N. W. Ayer and Son - luu
https://en.wikipedia.org/wiki/N._W._Ayer_%26_Son
======
greenyoda
One of my favorite stories about corporate influence appears in this article:
how the "tradition" of the diamond engagement ring was created by a U.S. ad
agency to prop up the falling price of diamonds on behalf of a huge South
African diamond company:

 _N. W. Ayer & Son created one of the most recognized slogans of the 20th
century, A diamond is forever.

Harry Oppenheimer of De Beers and Ayer president Gerold M. Lauck discussed a
marketing campaign in 1938 that would change the falling price of diamonds at
the time.
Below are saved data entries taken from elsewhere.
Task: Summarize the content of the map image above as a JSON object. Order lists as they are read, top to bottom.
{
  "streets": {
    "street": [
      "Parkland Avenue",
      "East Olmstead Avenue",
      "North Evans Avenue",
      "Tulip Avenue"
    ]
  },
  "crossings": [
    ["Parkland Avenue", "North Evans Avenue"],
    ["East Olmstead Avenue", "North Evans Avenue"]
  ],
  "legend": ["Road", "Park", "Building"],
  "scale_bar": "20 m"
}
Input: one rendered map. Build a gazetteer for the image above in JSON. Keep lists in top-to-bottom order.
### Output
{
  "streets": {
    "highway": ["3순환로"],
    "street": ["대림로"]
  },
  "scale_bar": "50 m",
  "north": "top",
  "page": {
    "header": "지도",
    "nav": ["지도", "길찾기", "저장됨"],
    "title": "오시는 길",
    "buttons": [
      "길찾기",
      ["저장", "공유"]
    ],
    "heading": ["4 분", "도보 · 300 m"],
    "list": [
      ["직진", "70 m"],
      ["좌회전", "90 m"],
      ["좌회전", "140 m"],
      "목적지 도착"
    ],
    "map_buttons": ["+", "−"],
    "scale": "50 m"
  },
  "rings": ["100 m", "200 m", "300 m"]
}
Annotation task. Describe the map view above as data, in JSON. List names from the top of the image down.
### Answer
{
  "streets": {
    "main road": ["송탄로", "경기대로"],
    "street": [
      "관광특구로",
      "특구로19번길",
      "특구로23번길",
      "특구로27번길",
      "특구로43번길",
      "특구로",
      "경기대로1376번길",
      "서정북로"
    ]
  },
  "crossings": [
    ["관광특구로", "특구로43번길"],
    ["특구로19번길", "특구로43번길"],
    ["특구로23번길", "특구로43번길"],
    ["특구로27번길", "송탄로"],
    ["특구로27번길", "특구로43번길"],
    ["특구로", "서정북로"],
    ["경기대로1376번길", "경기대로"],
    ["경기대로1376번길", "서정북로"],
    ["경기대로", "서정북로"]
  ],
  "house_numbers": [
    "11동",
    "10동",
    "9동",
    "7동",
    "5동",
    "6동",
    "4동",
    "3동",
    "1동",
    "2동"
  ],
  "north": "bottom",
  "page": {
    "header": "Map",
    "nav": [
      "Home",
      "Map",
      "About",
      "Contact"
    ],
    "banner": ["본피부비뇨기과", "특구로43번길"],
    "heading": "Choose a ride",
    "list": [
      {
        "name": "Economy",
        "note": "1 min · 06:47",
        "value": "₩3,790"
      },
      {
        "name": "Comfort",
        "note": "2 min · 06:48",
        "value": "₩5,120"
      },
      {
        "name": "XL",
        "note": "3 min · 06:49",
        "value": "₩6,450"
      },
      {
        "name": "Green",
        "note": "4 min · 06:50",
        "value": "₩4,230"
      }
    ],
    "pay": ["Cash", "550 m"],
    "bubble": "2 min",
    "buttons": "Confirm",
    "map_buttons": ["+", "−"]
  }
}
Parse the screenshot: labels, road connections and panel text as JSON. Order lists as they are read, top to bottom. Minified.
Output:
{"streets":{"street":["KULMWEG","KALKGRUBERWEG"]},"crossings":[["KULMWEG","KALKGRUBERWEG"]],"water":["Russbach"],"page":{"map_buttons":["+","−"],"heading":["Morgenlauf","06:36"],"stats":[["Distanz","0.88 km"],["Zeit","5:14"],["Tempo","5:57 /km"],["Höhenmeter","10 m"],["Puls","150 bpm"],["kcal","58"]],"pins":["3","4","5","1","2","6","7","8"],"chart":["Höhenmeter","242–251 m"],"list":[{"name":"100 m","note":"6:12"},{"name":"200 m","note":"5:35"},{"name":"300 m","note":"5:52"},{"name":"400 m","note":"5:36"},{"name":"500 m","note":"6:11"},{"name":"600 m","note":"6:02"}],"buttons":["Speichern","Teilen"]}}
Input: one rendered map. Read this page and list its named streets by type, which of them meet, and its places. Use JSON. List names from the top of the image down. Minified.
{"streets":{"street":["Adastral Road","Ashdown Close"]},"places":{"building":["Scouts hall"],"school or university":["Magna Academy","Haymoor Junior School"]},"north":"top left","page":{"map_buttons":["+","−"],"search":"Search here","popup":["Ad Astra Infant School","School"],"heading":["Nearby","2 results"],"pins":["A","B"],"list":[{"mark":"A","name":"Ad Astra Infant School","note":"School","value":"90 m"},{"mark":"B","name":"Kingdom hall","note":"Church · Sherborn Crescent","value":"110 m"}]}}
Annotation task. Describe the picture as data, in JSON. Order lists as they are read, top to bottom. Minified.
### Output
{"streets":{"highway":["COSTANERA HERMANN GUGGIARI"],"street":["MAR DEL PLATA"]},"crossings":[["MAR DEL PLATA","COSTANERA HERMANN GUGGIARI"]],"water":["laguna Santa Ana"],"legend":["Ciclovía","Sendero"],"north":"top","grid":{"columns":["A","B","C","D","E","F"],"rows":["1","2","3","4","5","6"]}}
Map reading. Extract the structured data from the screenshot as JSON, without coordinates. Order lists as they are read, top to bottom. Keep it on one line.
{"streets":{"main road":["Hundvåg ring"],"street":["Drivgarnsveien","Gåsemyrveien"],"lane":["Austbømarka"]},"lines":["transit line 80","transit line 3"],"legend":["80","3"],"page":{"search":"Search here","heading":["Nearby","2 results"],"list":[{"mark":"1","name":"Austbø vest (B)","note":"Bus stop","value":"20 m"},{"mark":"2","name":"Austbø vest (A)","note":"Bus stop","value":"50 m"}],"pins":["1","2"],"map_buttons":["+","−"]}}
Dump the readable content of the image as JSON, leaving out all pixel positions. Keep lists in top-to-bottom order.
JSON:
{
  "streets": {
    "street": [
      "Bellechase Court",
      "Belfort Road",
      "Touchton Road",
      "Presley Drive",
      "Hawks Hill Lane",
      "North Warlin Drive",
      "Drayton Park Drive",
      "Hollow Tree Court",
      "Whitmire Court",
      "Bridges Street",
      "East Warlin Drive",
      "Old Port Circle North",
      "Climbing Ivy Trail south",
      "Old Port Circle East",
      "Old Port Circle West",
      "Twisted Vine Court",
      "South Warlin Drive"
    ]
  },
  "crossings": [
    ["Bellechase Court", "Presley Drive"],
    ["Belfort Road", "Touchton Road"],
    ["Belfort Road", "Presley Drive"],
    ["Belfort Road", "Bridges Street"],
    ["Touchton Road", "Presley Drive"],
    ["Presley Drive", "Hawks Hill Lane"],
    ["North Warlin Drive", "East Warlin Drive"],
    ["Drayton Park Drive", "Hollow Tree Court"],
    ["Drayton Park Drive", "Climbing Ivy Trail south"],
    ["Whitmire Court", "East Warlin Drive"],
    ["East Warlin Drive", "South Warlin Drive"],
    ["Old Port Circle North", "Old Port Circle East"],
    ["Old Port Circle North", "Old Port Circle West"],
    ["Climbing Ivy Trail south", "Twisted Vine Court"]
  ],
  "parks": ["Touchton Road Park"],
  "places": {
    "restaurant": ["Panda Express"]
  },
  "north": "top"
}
The idea of engagement rings decorated with diamonds wasn't very
popular in Europe, but interest in diamonds was high in the U.S. Because of
this, Oppenheimer decided to promote the idea in the U.S. and told Lauck that,
if Ayer's plan was successful, De Beers would have Ayer become the exclusive
agency for its American interests. Ayer was motivated to propose that its
campaign should move the American spending demographic towards larger and more
expensive diamonds.

To successfully achieve its goal, Ayer suggested a reinforcement of the
relationship of diamonds with love and romance. This proved successful, as
both men and women were caught in the relationship of diamonds being a gift of
love. The slogan created for De Beers remained memorable for many years._

[https://en.wikipedia.org/wiki/N._W._Ayer_%26_Son#De_Beers](https://en.wikipedia.org/wiki/N._W._Ayer_%26_Son#De_Beers)